■ WHAT THE TASK ASKS: Among the entries, which lines carry the string "JSON"? Copy every one.

■ MATERIALS PROVIDED:
==================================================

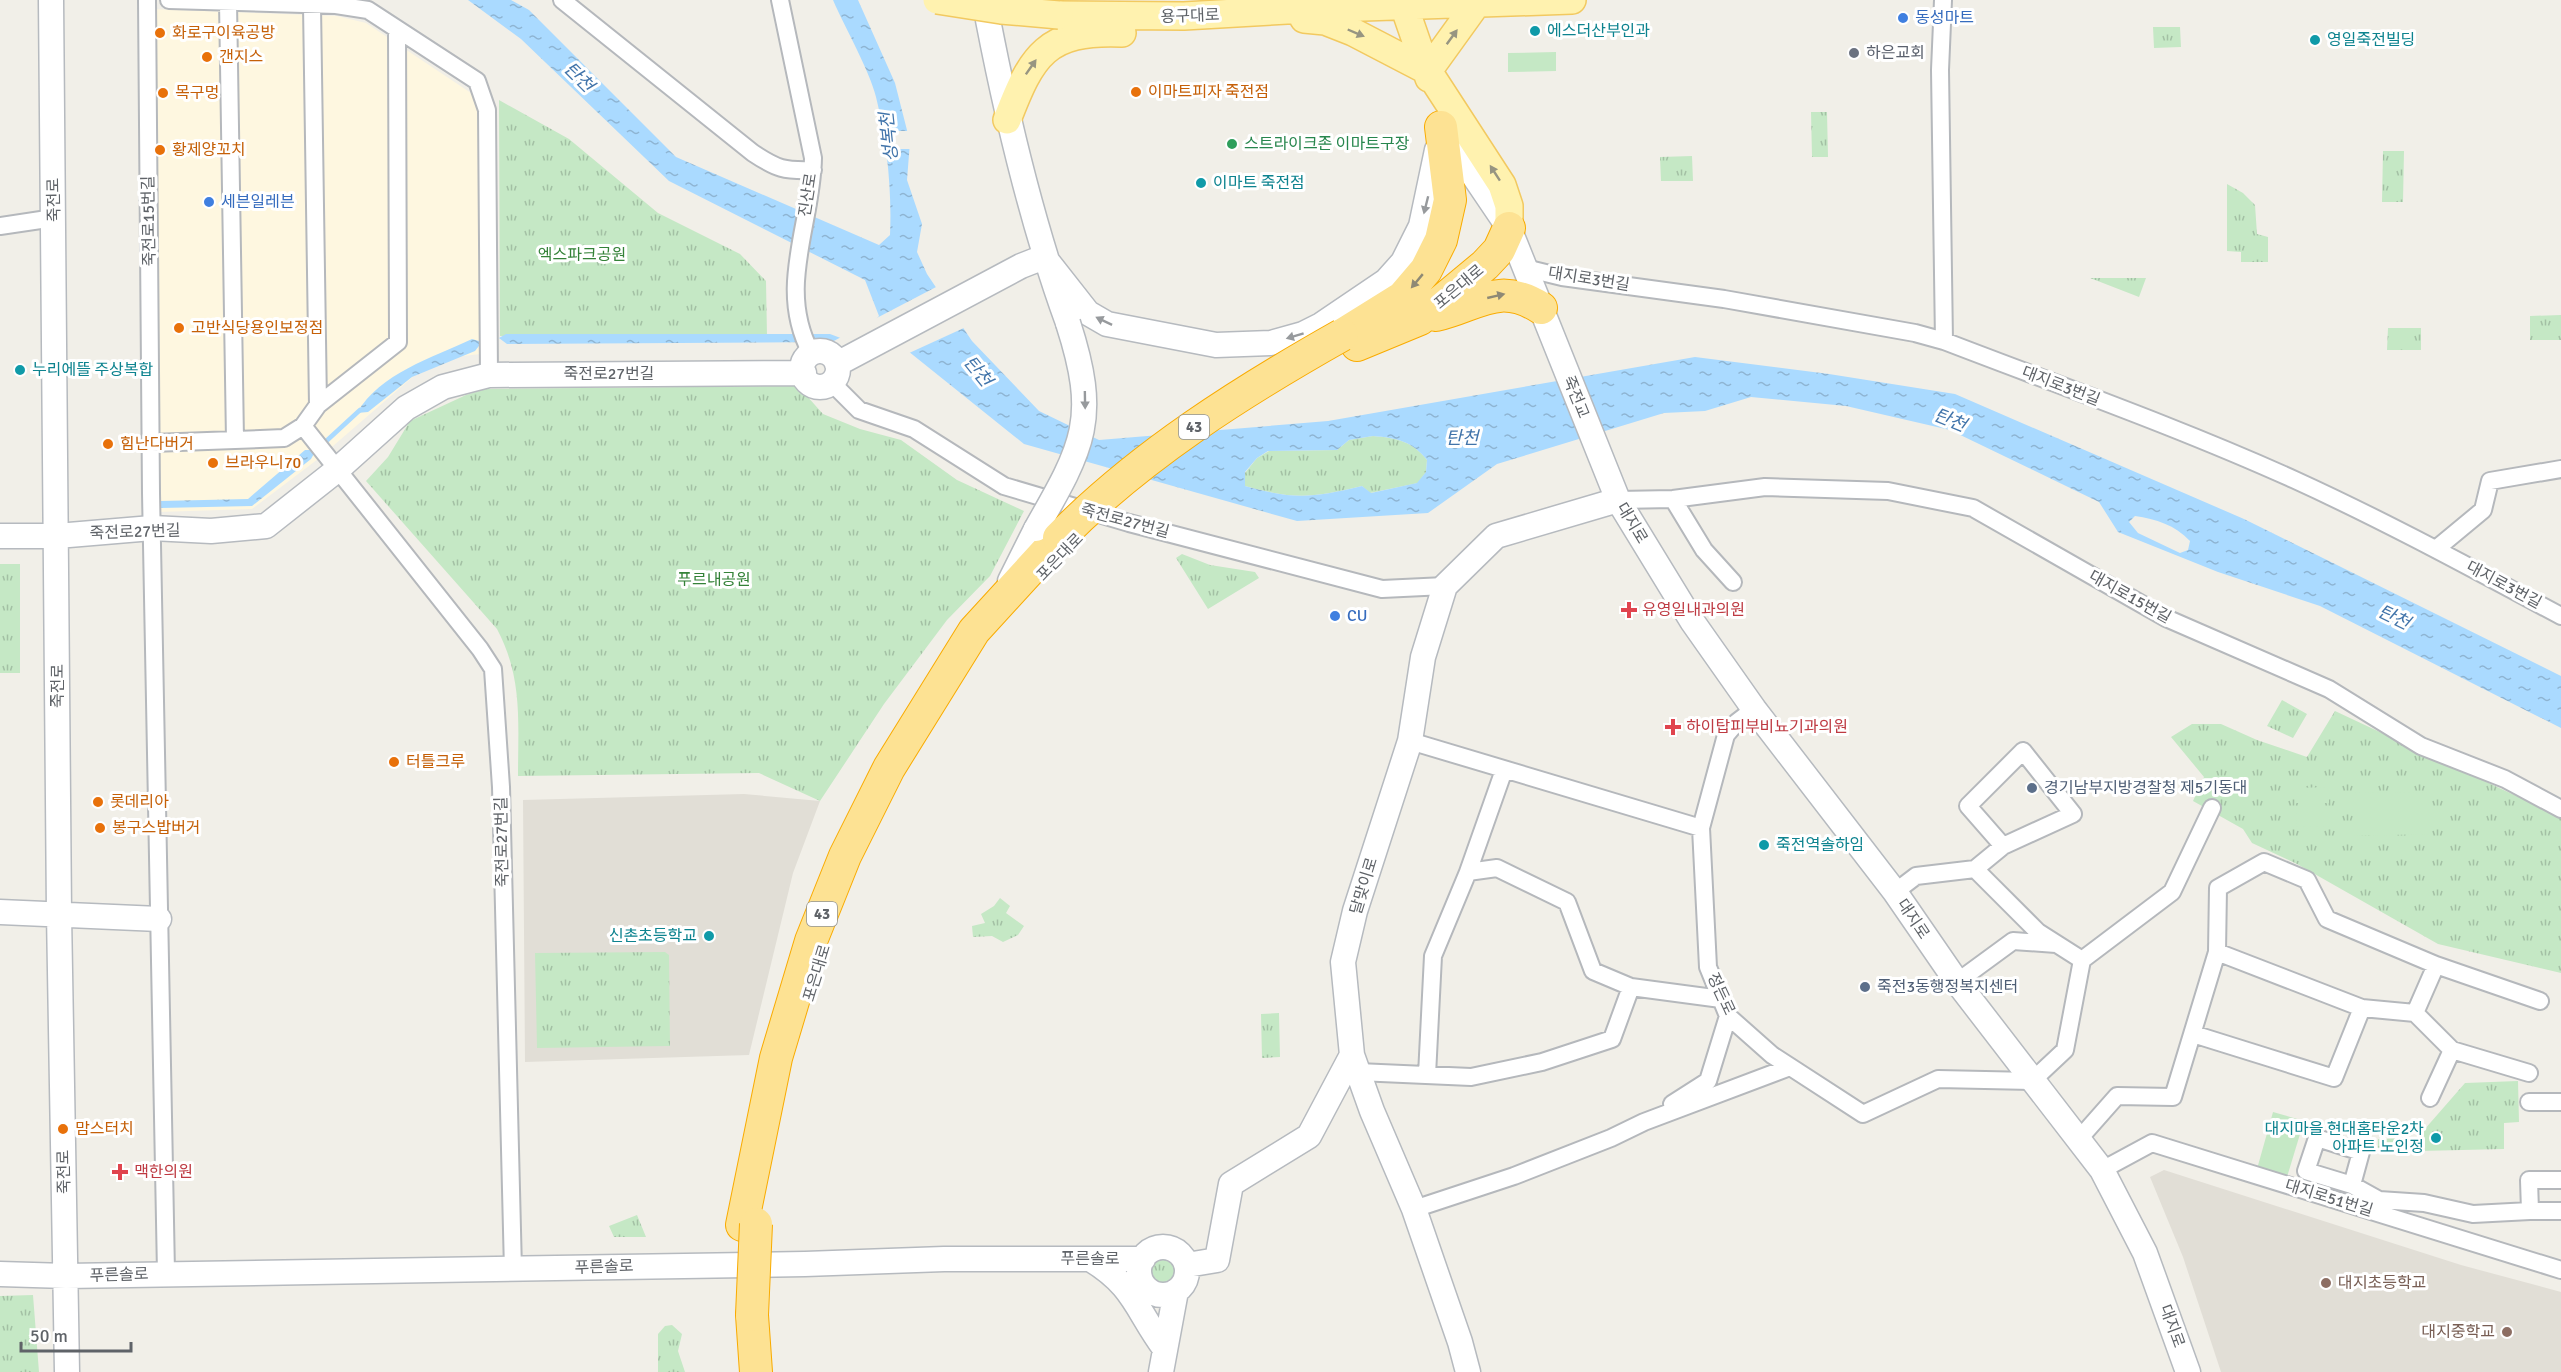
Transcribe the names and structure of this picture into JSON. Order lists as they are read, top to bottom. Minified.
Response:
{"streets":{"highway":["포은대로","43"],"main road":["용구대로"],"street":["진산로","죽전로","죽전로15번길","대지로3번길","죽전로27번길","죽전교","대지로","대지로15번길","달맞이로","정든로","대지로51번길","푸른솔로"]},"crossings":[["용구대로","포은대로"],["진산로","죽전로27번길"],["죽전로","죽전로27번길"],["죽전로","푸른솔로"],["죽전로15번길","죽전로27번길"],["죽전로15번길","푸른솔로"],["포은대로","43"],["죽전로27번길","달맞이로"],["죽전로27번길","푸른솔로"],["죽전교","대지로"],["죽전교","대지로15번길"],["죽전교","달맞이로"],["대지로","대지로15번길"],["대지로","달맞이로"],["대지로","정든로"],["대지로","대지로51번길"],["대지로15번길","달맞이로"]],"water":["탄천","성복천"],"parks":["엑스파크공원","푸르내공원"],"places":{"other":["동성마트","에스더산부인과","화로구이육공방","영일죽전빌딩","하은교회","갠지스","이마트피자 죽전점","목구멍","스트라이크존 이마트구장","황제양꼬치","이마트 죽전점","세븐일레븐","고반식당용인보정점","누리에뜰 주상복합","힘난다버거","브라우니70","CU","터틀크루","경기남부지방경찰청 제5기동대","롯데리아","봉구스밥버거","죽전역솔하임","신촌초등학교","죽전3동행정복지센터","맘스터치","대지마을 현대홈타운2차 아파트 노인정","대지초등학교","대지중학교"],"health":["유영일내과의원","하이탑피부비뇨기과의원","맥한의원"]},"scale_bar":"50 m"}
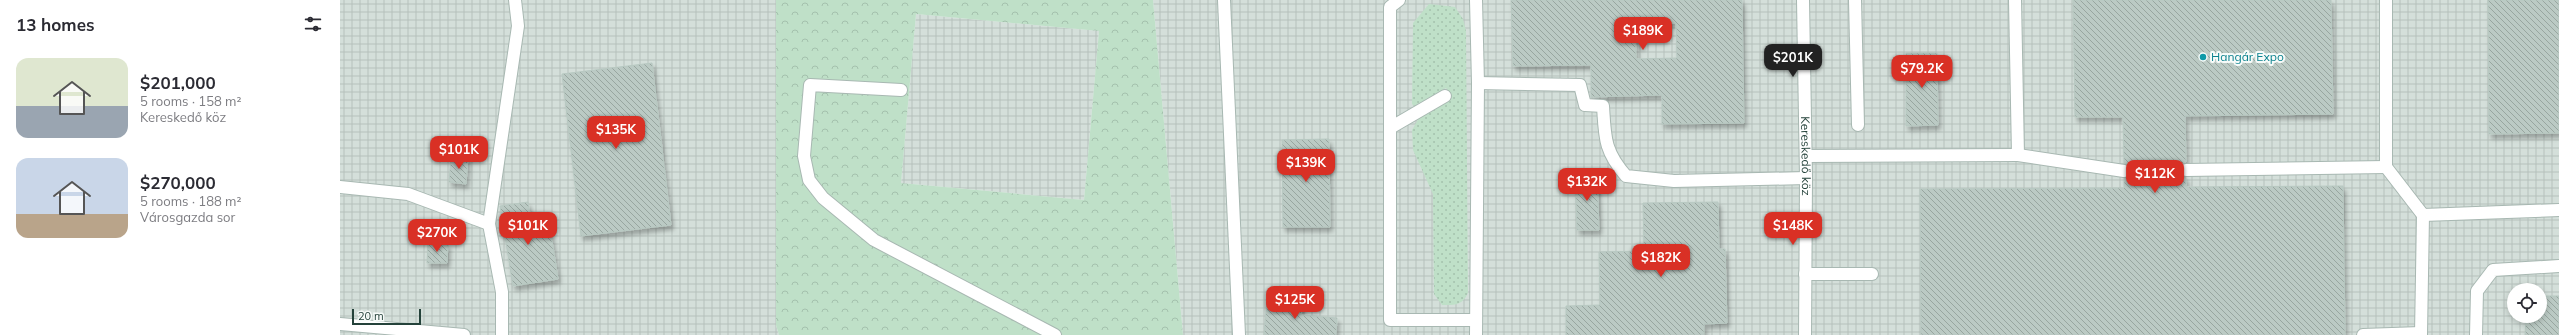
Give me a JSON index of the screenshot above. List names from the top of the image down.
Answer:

==================================================

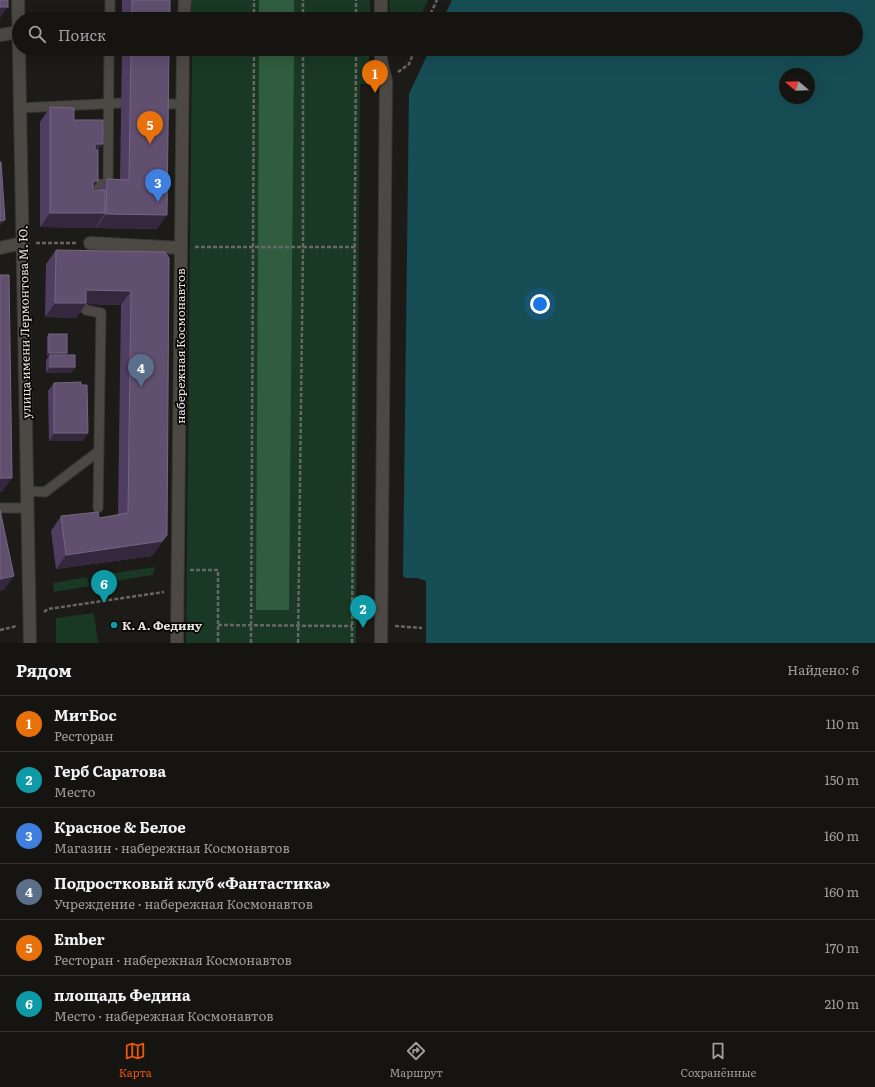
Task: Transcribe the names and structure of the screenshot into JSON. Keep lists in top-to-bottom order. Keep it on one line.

==================================================

■ ANSWER TO THE PROBLEM:
Transcribe the names and structure of this picture into JSON. Order lists as they are read, top to bottom. Minified.
Give me a JSON index of the screenshot above. List names from the top of the image down.
Task: Transcribe the names and structure of the screenshot into JSON. Keep lists in top-to-bottom order. Keep it on one line.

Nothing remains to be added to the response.